((

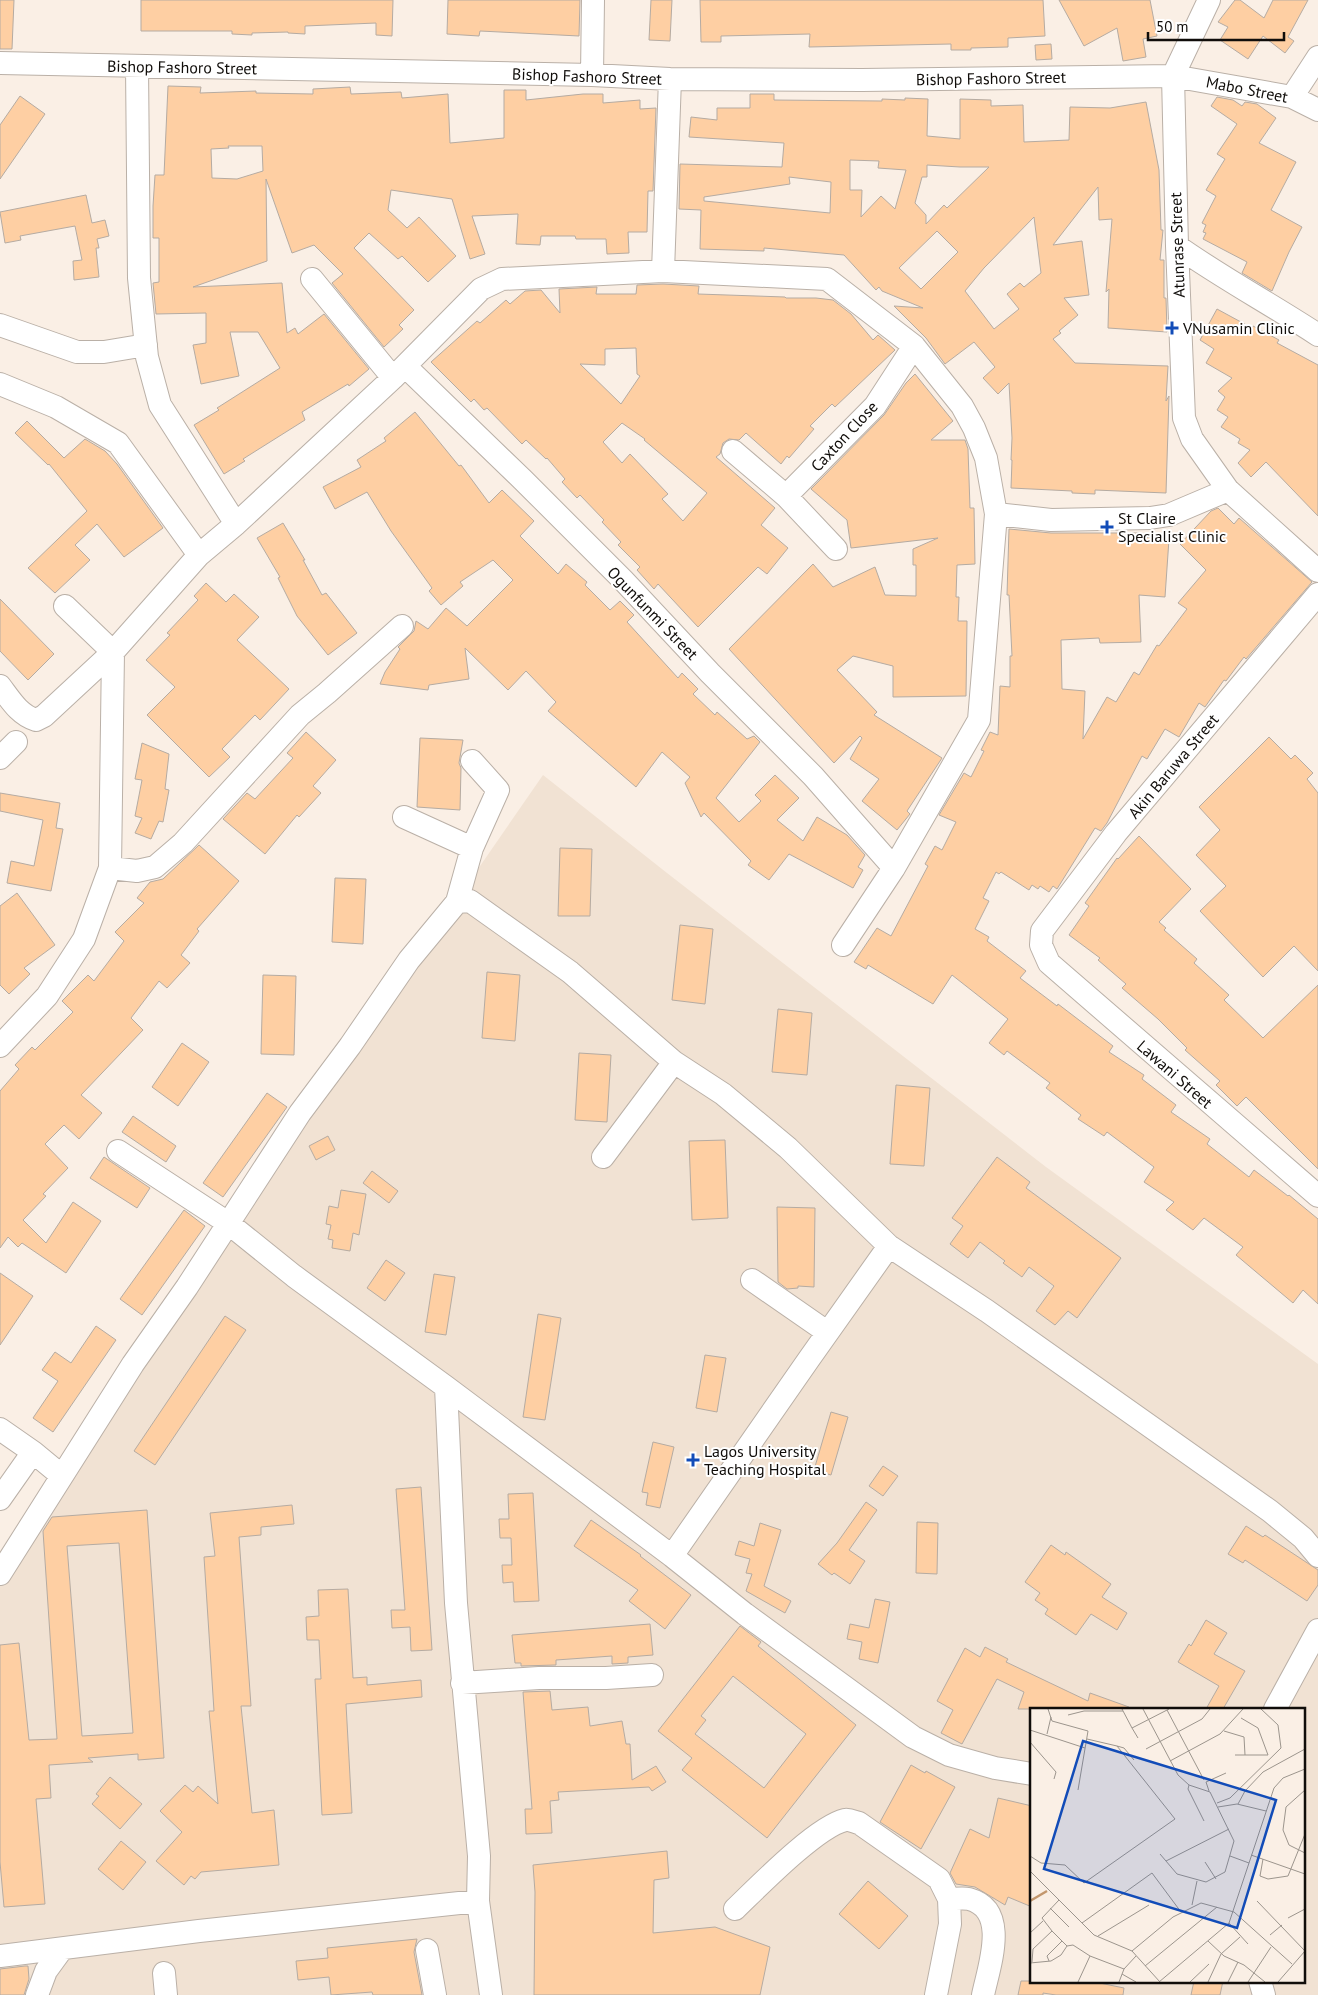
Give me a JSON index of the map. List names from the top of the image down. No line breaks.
{"streets":{"street":["Bishop Fashoro Street","Mabo Street","Atunrase Street","Caxton Close","Ogunfunmi Street","Akin Baruwa Street","Lawani Street"]},"crossings":[["Bishop Fashoro Street","Mabo Street"],["Bishop Fashoro Street","Atunrase Street"],["Mabo Street","Atunrase Street"],["Akin Baruwa Street","Lawani Street"]],"places":{"health":["VNusamin Clinic","St Claire Specialist Clinic","Lagos University Teaching Hospital"]},"scale_bar":"50 m"}
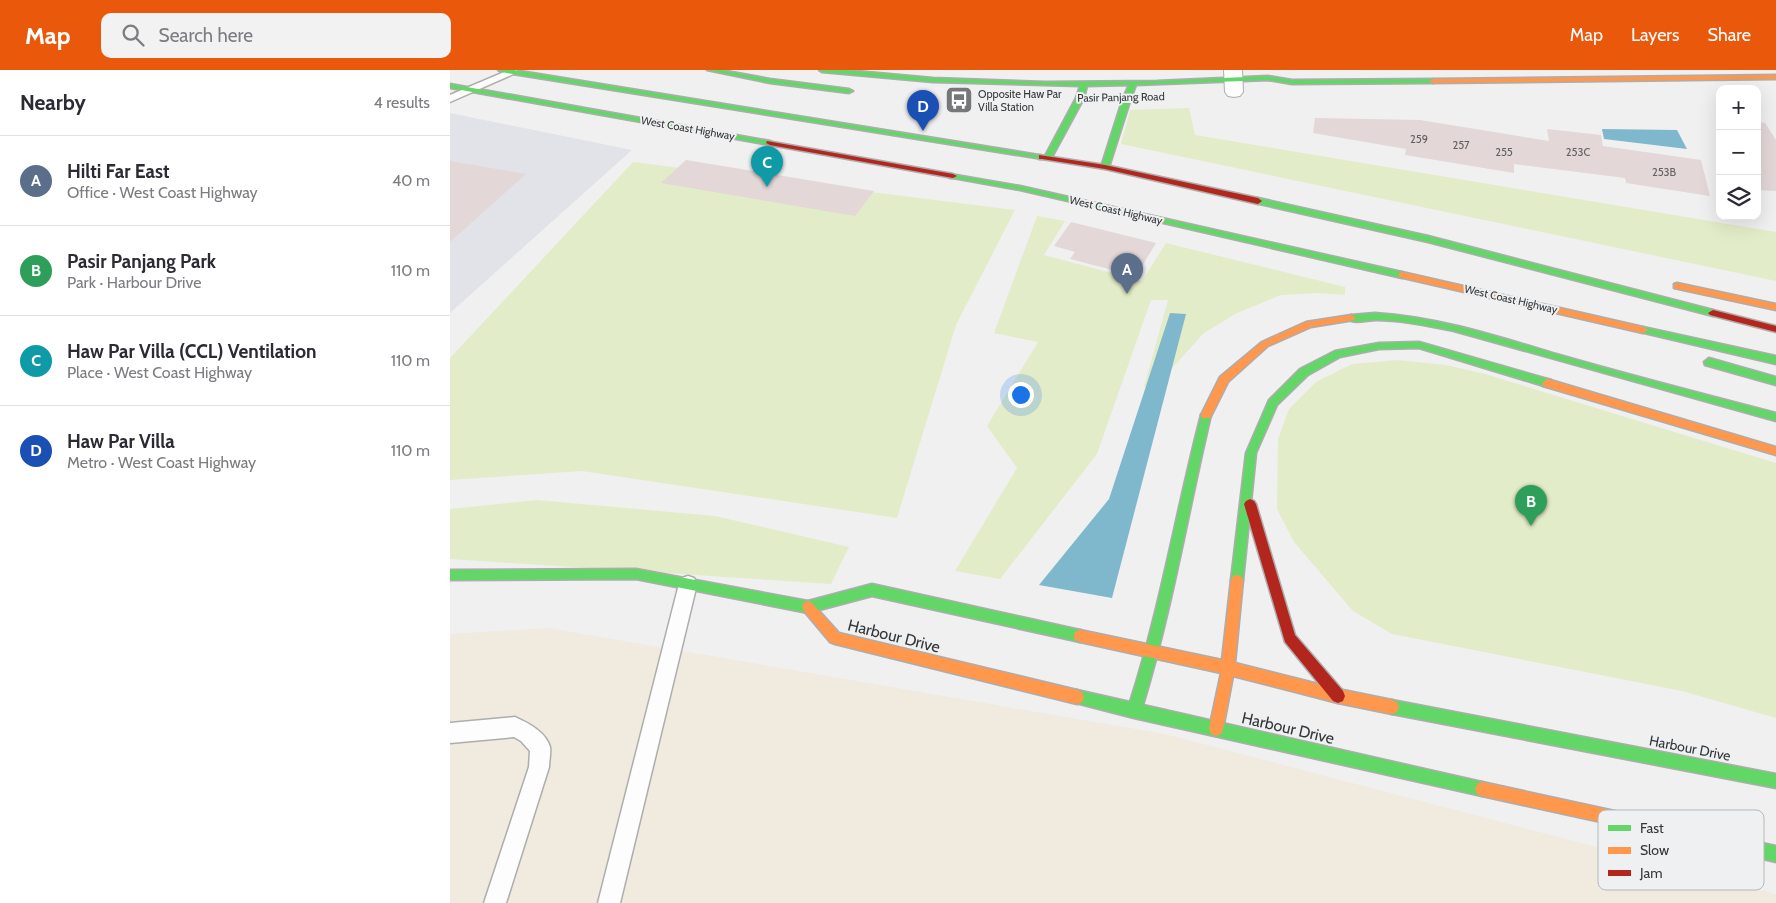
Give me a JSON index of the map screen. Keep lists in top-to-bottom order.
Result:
{
  "streets": {
    "main road": ["Pasir Panjang Road", "West Coast Highway", "Harbour Drive"]
  },
  "places": {
    "bus stop": ["Opposite Haw Par Villa Station"]
  },
  "house_numbers": [
    "259",
    "257",
    "255",
    "253C",
    "253B"
  ],
  "legend": ["Fast", "Slow", "Jam"],
  "page": {
    "header": "Map",
    "search": "Search here",
    "nav": ["Map", "Layers", "Share"],
    "heading": ["Nearby", "4 results"],
    "map_buttons": ["+", "−"],
    "pins": [
      "D",
      "C",
      "A",
      "B"
    ],
    "list": [
      {
        "mark": "A",
        "name": "Hilti Far East",
        "note": "Office · West Coast Highway",
        "value": "40 m"
      },
      {
        "mark": "B",
        "name": "Pasir Panjang Park",
        "note": "Park · Harbour Drive",
        "value": "110 m"
      },
      {
        "mark": "C",
        "name": "Haw Par Villa (CCL) Ventilation",
        "note": "Place · West Coast Highway",
        "value": "110 m"
      },
      {
        "mark": "D",
        "name": "Haw Par Villa",
        "note": "Metro · West Coast Highway",
        "value": "110 m"
      }
    ]
  }
}
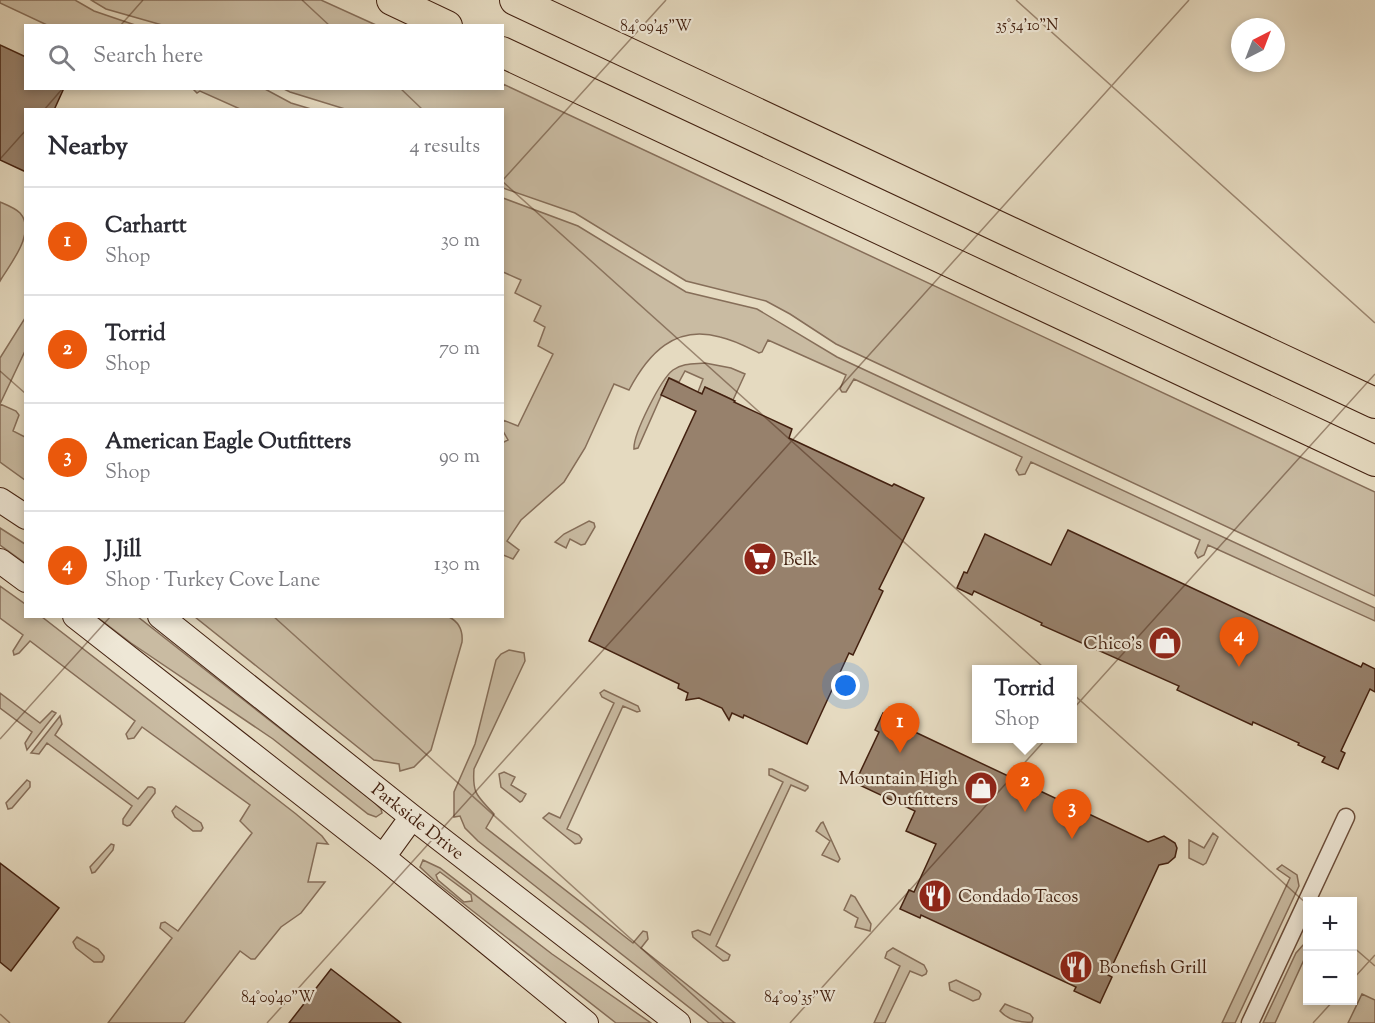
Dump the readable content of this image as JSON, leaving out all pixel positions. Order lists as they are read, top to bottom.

))

● THE PROBLEM
Return every line above word for word, minus images.

● RESULT OF THE TASK
Give me a JSON index of the map. List names from the top of the image down. No line breaks.
{"streets":{"street":["Bishop Fashoro Street","Mabo Street","Atunrase Street","Caxton Close","Ogunfunmi Street","Akin Baruwa Street","Lawani Street"]},"crossings":[["Bishop Fashoro Street","Mabo Street"],["Bishop Fashoro Street","Atunrase Street"],["Mabo Street","Atunrase Street"],["Akin Baruwa Street","Lawani Street"]],"places":{"health":["VNusamin Clinic","St Claire Specialist Clinic","Lagos University Teaching Hospital"]},"scale_bar":"50 m"}
Give me a JSON index of the map screen. Keep lists in top-to-bottom order.
Result:
{
  "streets": {
    "main road": ["Pasir Panjang Road", "West Coast Highway", "Harbour Drive"]
  },
  "places": {
    "bus stop": ["Opposite Haw Par Villa Station"]
  },
  "house_numbers": [
    "259",
    "257",
    "255",
    "253C",
    "253B"
  ],
  "legend": ["Fast", "Slow", "Jam"],
  "page": {
    "header": "Map",
    "search": "Search here",
    "nav": ["Map", "Layers", "Share"],
    "heading": ["Nearby", "4 results"],
    "map_buttons": ["+", "−"],
    "pins": [
      "D",
      "C",
      "A",
      "B"
    ],
    "list": [
      {
        "mark": "A",
        "name": "Hilti Far East",
        "note": "Office · West Coast Highway",
        "value": "40 m"
      },
      {
        "mark": "B",
        "name": "Pasir Panjang Park",
        "note": "Park · Harbour Drive",
        "value": "110 m"
      },
      {
        "mark": "C",
        "name": "Haw Par Villa (CCL) Ventilation",
        "note": "Place · West Coast Highway",
        "value": "110 m"
      },
      {
        "mark": "D",
        "name": "Haw Par Villa",
        "note": "Metro · West Coast Highway",
        "value": "110 m"
      }
    ]
  }
}
Dump the readable content of this image as JSON, leaving out all pixel positions. Order lists as they are read, top to bottom.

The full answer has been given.